Work request:
Your task is to reproduce the entries below word for word.

((

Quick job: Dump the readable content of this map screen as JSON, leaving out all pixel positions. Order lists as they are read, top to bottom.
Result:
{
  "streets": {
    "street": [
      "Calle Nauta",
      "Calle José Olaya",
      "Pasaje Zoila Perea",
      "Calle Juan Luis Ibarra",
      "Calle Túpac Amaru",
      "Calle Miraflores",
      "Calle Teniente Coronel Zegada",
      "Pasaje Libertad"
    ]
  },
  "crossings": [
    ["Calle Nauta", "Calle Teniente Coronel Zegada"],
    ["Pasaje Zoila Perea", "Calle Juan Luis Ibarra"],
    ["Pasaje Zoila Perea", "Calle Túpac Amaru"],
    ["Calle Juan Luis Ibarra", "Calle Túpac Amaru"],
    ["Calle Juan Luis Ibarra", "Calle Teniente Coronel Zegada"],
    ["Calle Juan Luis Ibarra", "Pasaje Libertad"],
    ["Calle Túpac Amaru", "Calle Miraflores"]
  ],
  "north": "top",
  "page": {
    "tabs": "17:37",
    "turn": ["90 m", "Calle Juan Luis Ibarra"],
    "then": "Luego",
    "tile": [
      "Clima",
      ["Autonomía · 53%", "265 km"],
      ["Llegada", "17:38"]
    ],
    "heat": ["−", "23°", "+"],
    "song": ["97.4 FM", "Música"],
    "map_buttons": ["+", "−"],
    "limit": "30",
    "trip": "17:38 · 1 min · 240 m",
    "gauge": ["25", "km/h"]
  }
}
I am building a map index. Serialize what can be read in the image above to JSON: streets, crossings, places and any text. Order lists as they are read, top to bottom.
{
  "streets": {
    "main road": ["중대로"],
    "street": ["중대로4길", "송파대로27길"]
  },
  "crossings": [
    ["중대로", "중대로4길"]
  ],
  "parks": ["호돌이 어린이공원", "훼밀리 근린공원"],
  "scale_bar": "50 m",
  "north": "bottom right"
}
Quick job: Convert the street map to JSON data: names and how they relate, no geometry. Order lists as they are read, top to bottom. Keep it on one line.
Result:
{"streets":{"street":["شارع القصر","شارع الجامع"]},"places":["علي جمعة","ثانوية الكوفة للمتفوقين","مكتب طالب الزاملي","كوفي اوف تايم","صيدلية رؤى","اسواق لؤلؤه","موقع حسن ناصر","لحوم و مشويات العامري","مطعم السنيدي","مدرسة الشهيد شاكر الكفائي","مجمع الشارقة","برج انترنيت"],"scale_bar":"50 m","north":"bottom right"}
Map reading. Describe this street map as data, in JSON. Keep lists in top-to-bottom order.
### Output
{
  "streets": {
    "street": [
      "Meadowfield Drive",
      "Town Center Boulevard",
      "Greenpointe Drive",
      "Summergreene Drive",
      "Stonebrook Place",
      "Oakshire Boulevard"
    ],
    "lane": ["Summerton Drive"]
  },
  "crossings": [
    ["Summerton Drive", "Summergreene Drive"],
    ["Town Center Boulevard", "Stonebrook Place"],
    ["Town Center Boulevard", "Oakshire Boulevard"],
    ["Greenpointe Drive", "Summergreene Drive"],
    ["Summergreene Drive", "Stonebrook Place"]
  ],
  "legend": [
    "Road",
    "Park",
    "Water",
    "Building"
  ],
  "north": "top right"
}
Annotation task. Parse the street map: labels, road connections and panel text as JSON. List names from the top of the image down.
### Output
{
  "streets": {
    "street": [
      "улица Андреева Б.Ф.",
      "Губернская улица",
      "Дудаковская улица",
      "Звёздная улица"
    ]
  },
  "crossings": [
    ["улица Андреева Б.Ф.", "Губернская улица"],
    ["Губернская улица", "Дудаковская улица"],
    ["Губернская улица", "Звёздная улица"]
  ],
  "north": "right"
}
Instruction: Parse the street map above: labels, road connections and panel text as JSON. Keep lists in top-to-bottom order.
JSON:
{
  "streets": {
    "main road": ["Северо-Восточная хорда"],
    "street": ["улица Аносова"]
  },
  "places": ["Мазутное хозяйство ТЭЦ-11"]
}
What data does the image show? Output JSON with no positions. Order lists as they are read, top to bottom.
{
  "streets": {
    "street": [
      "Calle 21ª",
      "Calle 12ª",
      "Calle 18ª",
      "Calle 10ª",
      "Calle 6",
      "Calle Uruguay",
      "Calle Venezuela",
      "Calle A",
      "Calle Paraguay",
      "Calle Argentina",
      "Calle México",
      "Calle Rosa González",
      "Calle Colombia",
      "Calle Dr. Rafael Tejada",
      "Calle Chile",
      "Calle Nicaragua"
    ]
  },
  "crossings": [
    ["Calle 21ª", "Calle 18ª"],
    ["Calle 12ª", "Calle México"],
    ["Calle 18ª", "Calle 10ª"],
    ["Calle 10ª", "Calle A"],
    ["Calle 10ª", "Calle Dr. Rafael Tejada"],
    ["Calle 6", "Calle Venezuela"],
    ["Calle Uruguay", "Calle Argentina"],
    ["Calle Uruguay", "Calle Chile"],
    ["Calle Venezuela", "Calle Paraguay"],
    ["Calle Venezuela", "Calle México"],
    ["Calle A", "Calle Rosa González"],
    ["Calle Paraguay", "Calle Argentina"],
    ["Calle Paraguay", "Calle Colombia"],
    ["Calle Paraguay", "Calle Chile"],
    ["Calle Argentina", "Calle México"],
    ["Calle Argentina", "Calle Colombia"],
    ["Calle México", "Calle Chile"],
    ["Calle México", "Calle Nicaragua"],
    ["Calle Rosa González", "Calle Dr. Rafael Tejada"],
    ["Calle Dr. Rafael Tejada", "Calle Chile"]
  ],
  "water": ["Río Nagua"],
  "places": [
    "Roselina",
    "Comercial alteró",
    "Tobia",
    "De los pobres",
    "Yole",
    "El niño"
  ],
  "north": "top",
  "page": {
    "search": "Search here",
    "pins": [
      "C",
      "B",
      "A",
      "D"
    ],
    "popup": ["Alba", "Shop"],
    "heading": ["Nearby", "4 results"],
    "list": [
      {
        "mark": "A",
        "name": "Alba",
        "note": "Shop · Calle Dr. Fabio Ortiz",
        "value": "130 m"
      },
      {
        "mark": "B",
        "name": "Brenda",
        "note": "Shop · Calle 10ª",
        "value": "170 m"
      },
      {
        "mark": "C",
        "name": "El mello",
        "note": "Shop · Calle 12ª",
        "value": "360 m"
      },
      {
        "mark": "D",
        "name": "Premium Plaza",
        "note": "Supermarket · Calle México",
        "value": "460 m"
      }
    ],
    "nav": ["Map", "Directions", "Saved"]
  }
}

))

Answer to the exercise:
Quick job: Dump the readable content of this map screen as JSON, leaving out all pixel positions. Order lists as they are read, top to bottom.
Result:
{
  "streets": {
    "street": [
      "Calle Nauta",
      "Calle José Olaya",
      "Pasaje Zoila Perea",
      "Calle Juan Luis Ibarra",
      "Calle Túpac Amaru",
      "Calle Miraflores",
      "Calle Teniente Coronel Zegada",
      "Pasaje Libertad"
    ]
  },
  "crossings": [
    ["Calle Nauta", "Calle Teniente Coronel Zegada"],
    ["Pasaje Zoila Perea", "Calle Juan Luis Ibarra"],
    ["Pasaje Zoila Perea", "Calle Túpac Amaru"],
    ["Calle Juan Luis Ibarra", "Calle Túpac Amaru"],
    ["Calle Juan Luis Ibarra", "Calle Teniente Coronel Zegada"],
    ["Calle Juan Luis Ibarra", "Pasaje Libertad"],
    ["Calle Túpac Amaru", "Calle Miraflores"]
  ],
  "north": "top",
  "page": {
    "tabs": "17:37",
    "turn": ["90 m", "Calle Juan Luis Ibarra"],
    "then": "Luego",
    "tile": [
      "Clima",
      ["Autonomía · 53%", "265 km"],
      ["Llegada", "17:38"]
    ],
    "heat": ["−", "23°", "+"],
    "song": ["97.4 FM", "Música"],
    "map_buttons": ["+", "−"],
    "limit": "30",
    "trip": "17:38 · 1 min · 240 m",
    "gauge": ["25", "km/h"]
  }
}
I am building a map index. Serialize what can be read in the image above to JSON: streets, crossings, places and any text. Order lists as they are read, top to bottom.
{
  "streets": {
    "main road": ["중대로"],
    "street": ["중대로4길", "송파대로27길"]
  },
  "crossings": [
    ["중대로", "중대로4길"]
  ],
  "parks": ["호돌이 어린이공원", "훼밀리 근린공원"],
  "scale_bar": "50 m",
  "north": "bottom right"
}
Quick job: Convert the street map to JSON data: names and how they relate, no geometry. Order lists as they are read, top to bottom. Keep it on one line.
Result:
{"streets":{"street":["شارع القصر","شارع الجامع"]},"places":["علي جمعة","ثانوية الكوفة للمتفوقين","مكتب طالب الزاملي","كوفي اوف تايم","صيدلية رؤى","اسواق لؤلؤه","موقع حسن ناصر","لحوم و مشويات العامري","مطعم السنيدي","مدرسة الشهيد شاكر الكفائي","مجمع الشارقة","برج انترنيت"],"scale_bar":"50 m","north":"bottom right"}
Map reading. Describe this street map as data, in JSON. Keep lists in top-to-bottom order.
### Output
{
  "streets": {
    "street": [
      "Meadowfield Drive",
      "Town Center Boulevard",
      "Greenpointe Drive",
      "Summergreene Drive",
      "Stonebrook Place",
      "Oakshire Boulevard"
    ],
    "lane": ["Summerton Drive"]
  },
  "crossings": [
    ["Summerton Drive", "Summergreene Drive"],
    ["Town Center Boulevard", "Stonebrook Place"],
    ["Town Center Boulevard", "Oakshire Boulevard"],
    ["Greenpointe Drive", "Summergreene Drive"],
    ["Summergreene Drive", "Stonebrook Place"]
  ],
  "legend": [
    "Road",
    "Park",
    "Water",
    "Building"
  ],
  "north": "top right"
}
Annotation task. Parse the street map: labels, road connections and panel text as JSON. List names from the top of the image down.
### Output
{
  "streets": {
    "street": [
      "улица Андреева Б.Ф.",
      "Губернская улица",
      "Дудаковская улица",
      "Звёздная улица"
    ]
  },
  "crossings": [
    ["улица Андреева Б.Ф.", "Губернская улица"],
    ["Губернская улица", "Дудаковская улица"],
    ["Губернская улица", "Звёздная улица"]
  ],
  "north": "right"
}
Instruction: Parse the street map above: labels, road connections and panel text as JSON. Keep lists in top-to-bottom order.
JSON:
{
  "streets": {
    "main road": ["Северо-Восточная хорда"],
    "street": ["улица Аносова"]
  },
  "places": ["Мазутное хозяйство ТЭЦ-11"]
}
What data does the image show? Output JSON with no positions. Order lists as they are read, top to bottom.
{
  "streets": {
    "street": [
      "Calle 21ª",
      "Calle 12ª",
      "Calle 18ª",
      "Calle 10ª",
      "Calle 6",
      "Calle Uruguay",
      "Calle Venezuela",
      "Calle A",
      "Calle Paraguay",
      "Calle Argentina",
      "Calle México",
      "Calle Rosa González",
      "Calle Colombia",
      "Calle Dr. Rafael Tejada",
      "Calle Chile",
      "Calle Nicaragua"
    ]
  },
  "crossings": [
    ["Calle 21ª", "Calle 18ª"],
    ["Calle 12ª", "Calle México"],
    ["Calle 18ª", "Calle 10ª"],
    ["Calle 10ª", "Calle A"],
    ["Calle 10ª", "Calle Dr. Rafael Tejada"],
    ["Calle 6", "Calle Venezuela"],
    ["Calle Uruguay", "Calle Argentina"],
    ["Calle Uruguay", "Calle Chile"],
    ["Calle Venezuela", "Calle Paraguay"],
    ["Calle Venezuela", "Calle México"],
    ["Calle A", "Calle Rosa González"],
    ["Calle Paraguay", "Calle Argentina"],
    ["Calle Paraguay", "Calle Colombia"],
    ["Calle Paraguay", "Calle Chile"],
    ["Calle Argentina", "Calle México"],
    ["Calle Argentina", "Calle Colombia"],
    ["Calle México", "Calle Chile"],
    ["Calle México", "Calle Nicaragua"],
    ["Calle Rosa González", "Calle Dr. Rafael Tejada"],
    ["Calle Dr. Rafael Tejada", "Calle Chile"]
  ],
  "water": ["Río Nagua"],
  "places": [
    "Roselina",
    "Comercial alteró",
    "Tobia",
    "De los pobres",
    "Yole",
    "El niño"
  ],
  "north": "top",
  "page": {
    "search": "Search here",
    "pins": [
      "C",
      "B",
      "A",
      "D"
    ],
    "popup": ["Alba", "Shop"],
    "heading": ["Nearby", "4 results"],
    "list": [
      {
        "mark": "A",
        "name": "Alba",
        "note": "Shop · Calle Dr. Fabio Ortiz",
        "value": "130 m"
      },
      {
        "mark": "B",
        "name": "Brenda",
        "note": "Shop · Calle 10ª",
        "value": "170 m"
      },
      {
        "mark": "C",
        "name": "El mello",
        "note": "Shop · Calle 12ª",
        "value": "360 m"
      },
      {
        "mark": "D",
        "name": "Premium Plaza",
        "note": "Supermarket · Calle México",
        "value": "460 m"
      }
    ],
    "nav": ["Map", "Directions", "Saved"]
  }
}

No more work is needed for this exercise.